2007-05-17 14:11:26

by Amit K. Arora

[permalink] [raw]
Subject: [PATCH 0/6][TAKE4] fallocate system call

Description:
-----------
fallocate() is a new system call being proposed here which will allow
applications to preallocate space to any file(s) in a file system.
Each file system implementation that wants to use this feature will need
to support an inode operation called fallocate.

Applications can use this feature to avoid fragmentation to certain
level and thus get faster access speed. With preallocation, applications
also get a guarantee of space for particular file(s) - even if later the
the system becomes full.

Currently, glibc provides an interface called posix_fallocate() which
can be used for similar cause. Though this has the advantage of working
on all file systems, but it is quite slow (since it writes zeroes to
each block that has to be preallocated). Without a doubt, file systems
can do this more efficiently within the kernel, by implementing
the proposed fallocate() system call. It is expected that
posix_fallocate() will be modified to call this new system call first
and incase the kernel/filesystem does not implement it, it should fall
back to the current implementation of writing zeroes to the new blocks.

Interface:
---------
The proposed system call's layout is:

asmlinkage long sys_fallocate(int fd, int mode, loff_t offset, loff_t len)

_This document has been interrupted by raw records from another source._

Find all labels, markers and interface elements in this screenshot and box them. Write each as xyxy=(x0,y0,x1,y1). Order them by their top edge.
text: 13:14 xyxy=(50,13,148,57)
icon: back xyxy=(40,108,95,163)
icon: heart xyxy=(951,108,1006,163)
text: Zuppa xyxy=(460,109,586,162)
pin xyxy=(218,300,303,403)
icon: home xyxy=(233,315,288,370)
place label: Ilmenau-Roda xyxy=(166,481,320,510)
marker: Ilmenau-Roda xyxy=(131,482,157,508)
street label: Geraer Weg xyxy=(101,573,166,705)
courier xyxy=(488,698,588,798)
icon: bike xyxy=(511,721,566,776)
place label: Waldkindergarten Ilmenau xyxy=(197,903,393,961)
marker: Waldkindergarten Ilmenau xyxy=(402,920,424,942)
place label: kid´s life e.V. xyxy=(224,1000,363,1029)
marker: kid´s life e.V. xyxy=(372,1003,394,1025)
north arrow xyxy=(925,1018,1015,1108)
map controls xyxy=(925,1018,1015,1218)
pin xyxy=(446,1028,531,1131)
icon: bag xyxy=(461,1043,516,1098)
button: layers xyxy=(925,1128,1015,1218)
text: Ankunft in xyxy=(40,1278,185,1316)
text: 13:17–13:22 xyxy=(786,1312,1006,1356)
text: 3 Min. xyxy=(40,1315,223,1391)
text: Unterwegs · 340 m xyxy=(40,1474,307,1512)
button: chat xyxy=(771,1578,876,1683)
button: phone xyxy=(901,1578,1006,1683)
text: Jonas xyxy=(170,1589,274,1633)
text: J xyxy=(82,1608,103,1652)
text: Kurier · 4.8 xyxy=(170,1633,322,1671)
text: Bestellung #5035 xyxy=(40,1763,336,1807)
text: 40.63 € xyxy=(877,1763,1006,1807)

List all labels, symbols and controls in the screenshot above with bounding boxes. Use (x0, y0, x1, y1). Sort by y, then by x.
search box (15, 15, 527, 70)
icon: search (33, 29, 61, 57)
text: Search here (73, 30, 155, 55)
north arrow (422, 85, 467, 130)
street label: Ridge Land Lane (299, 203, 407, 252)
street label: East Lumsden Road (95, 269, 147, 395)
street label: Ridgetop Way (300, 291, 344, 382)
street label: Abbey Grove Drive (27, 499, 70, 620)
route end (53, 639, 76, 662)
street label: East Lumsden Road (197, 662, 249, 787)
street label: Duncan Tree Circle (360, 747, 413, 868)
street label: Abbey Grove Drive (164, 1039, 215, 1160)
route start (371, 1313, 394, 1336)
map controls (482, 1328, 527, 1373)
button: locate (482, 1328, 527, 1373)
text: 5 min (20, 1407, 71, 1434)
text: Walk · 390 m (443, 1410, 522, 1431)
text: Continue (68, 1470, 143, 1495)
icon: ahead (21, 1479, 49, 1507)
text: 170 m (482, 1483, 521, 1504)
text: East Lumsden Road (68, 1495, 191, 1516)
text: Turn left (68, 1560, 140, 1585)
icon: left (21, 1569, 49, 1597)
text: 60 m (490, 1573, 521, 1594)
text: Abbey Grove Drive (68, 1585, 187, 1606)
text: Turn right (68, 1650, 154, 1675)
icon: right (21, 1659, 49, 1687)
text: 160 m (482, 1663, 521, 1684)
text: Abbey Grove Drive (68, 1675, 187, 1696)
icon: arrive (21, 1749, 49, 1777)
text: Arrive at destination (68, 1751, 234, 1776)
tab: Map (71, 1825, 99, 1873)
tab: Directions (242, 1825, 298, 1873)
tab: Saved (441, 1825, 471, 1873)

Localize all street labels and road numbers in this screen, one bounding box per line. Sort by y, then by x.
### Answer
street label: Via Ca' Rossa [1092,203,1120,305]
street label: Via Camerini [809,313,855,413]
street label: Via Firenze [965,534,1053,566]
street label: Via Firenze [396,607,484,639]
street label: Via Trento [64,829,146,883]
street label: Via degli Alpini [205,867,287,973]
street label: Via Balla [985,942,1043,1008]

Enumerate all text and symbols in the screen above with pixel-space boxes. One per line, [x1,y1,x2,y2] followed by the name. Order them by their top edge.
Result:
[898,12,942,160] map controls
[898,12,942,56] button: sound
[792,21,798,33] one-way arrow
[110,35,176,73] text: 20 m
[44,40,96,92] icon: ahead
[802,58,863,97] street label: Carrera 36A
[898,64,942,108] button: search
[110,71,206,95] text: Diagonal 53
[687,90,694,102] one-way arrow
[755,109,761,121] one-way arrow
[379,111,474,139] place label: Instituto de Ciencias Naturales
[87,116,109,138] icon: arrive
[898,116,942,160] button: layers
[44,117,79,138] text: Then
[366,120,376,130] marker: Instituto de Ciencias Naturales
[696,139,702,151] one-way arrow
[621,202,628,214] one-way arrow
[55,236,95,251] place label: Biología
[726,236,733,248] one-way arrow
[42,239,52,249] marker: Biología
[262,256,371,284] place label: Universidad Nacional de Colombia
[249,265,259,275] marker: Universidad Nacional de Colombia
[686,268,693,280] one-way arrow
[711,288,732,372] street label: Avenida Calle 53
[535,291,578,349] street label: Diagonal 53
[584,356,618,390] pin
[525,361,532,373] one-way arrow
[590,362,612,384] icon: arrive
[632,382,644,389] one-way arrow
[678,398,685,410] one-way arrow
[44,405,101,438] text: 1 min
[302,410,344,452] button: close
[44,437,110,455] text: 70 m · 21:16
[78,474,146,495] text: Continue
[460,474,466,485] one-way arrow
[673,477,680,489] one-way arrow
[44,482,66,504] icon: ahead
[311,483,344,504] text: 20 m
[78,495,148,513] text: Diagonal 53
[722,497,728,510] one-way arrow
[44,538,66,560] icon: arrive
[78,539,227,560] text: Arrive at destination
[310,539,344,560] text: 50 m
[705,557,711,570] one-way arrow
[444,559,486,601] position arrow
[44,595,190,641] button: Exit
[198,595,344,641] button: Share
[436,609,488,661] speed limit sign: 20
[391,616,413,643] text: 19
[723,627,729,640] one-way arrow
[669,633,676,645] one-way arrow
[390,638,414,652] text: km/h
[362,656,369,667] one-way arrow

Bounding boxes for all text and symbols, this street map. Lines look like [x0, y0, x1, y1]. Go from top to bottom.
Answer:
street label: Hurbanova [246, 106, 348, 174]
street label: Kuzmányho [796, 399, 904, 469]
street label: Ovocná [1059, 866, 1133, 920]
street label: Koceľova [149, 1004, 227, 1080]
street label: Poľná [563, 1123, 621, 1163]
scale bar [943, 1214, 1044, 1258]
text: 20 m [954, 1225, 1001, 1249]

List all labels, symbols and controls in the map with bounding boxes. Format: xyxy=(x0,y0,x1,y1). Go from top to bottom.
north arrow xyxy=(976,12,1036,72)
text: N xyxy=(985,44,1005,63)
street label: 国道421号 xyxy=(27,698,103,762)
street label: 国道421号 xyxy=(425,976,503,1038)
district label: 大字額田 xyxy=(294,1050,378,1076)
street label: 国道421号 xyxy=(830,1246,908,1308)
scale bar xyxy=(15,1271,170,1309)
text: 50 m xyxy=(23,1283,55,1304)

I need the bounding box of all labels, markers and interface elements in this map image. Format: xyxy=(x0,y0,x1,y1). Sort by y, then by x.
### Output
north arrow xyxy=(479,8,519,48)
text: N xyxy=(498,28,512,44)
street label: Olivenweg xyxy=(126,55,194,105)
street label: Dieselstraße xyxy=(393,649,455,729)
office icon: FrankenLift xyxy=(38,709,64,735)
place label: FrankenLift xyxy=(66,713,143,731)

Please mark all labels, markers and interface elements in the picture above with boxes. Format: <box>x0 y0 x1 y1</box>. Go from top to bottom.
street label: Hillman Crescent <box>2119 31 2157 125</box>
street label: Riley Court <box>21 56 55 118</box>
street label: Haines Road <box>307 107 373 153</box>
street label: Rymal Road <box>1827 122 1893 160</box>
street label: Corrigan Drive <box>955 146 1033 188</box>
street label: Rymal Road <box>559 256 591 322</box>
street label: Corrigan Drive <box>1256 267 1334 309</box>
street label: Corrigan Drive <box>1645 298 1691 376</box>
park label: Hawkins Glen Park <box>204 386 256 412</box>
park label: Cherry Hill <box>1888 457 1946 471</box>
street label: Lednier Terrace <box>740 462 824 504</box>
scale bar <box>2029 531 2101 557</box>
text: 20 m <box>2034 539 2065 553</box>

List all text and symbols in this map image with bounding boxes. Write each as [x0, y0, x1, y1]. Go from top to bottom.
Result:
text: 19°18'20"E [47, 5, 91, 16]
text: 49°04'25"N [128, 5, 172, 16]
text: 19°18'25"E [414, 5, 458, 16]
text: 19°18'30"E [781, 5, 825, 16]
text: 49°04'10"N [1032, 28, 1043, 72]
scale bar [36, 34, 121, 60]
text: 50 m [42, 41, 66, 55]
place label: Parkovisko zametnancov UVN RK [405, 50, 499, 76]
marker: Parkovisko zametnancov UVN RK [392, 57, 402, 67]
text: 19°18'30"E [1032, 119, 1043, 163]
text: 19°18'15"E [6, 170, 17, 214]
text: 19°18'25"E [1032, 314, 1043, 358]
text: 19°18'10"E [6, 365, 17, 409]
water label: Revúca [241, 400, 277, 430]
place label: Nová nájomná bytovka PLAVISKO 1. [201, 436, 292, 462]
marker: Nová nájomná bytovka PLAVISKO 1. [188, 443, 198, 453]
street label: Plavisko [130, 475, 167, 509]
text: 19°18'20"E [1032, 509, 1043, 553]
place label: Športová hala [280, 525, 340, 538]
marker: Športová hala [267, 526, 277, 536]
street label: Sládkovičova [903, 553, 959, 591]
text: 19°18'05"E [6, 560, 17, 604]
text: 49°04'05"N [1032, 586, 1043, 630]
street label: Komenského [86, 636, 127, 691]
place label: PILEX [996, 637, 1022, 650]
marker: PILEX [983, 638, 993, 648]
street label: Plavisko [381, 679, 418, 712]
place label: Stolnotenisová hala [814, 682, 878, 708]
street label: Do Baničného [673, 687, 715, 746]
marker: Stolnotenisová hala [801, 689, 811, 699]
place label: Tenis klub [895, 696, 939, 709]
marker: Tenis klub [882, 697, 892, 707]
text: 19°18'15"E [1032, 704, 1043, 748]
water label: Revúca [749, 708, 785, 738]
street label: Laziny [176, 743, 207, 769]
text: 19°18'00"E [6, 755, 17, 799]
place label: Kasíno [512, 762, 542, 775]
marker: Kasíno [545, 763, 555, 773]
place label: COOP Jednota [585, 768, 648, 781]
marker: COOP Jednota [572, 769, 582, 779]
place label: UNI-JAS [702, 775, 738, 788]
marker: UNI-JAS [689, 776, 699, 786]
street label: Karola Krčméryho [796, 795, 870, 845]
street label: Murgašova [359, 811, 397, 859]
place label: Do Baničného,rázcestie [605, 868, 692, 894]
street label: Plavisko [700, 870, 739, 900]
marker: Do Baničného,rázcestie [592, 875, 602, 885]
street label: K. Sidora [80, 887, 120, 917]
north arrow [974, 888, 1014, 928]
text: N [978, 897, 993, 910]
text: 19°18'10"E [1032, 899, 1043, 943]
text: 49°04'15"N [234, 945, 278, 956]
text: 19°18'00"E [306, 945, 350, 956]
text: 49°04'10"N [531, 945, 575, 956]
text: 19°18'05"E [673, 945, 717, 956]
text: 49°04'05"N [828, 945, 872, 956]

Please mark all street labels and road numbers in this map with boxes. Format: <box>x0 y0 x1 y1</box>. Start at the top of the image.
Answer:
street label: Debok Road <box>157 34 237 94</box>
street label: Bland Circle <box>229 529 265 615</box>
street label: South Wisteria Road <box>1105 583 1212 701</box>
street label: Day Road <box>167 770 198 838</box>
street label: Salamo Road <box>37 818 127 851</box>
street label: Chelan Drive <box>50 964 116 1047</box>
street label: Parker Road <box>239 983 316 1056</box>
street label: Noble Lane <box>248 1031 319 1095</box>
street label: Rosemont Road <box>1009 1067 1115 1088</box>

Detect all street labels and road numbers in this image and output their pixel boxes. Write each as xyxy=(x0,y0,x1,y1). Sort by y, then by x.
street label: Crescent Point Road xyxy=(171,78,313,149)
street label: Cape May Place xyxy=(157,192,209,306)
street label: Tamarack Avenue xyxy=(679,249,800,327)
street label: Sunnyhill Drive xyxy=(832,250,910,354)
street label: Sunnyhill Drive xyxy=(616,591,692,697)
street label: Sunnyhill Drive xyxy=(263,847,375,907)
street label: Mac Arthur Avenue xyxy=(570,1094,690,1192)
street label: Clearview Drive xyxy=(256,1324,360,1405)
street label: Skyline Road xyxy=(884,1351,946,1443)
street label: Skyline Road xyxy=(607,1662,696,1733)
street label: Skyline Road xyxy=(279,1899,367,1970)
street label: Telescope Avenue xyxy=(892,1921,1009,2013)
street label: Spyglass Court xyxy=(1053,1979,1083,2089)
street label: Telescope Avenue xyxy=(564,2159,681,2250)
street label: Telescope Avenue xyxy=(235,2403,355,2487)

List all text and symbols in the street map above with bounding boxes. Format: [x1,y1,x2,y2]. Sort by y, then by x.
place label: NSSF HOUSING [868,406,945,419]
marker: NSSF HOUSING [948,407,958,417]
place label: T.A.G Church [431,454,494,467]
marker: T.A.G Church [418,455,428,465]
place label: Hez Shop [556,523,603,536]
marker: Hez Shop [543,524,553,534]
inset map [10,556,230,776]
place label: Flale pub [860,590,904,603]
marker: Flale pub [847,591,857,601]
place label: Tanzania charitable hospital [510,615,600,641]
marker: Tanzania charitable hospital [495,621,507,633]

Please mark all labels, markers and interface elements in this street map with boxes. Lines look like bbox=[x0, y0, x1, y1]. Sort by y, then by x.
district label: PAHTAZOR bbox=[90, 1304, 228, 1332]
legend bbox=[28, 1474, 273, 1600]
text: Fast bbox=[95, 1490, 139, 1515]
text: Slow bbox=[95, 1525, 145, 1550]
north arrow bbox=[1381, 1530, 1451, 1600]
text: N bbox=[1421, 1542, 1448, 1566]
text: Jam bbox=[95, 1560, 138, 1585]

fd: The descriptor of the open file.

mode*: This specifies the behavior of the system call. Currently the
system call supports two modes - FA_ALLOCATE and FA_DEALLOCATE.
FA_ALLOCATE: Applications can use this mode to preallocate blocks to
a given file (specified by fd). This mode changes the file size if
the preallocation is done beyond the EOF. It also updates the
ctime in the inode of the corresponding file, marking a
successfull allocation.
FA_DEALLOCATE: This mode can be used by applications to deallocate the
previously preallocated blocks. This also may change the file size
and the ctime/mtime.
* New modes might get added in future. One such new mode which is
already under discussion is FA_PREALLOCATE, which when used will
preallocate space but will not change the filesize and [cm]time.
Since the semantics of this new mode is not clear and agreed upon yet,
this patchset does not implement it currently.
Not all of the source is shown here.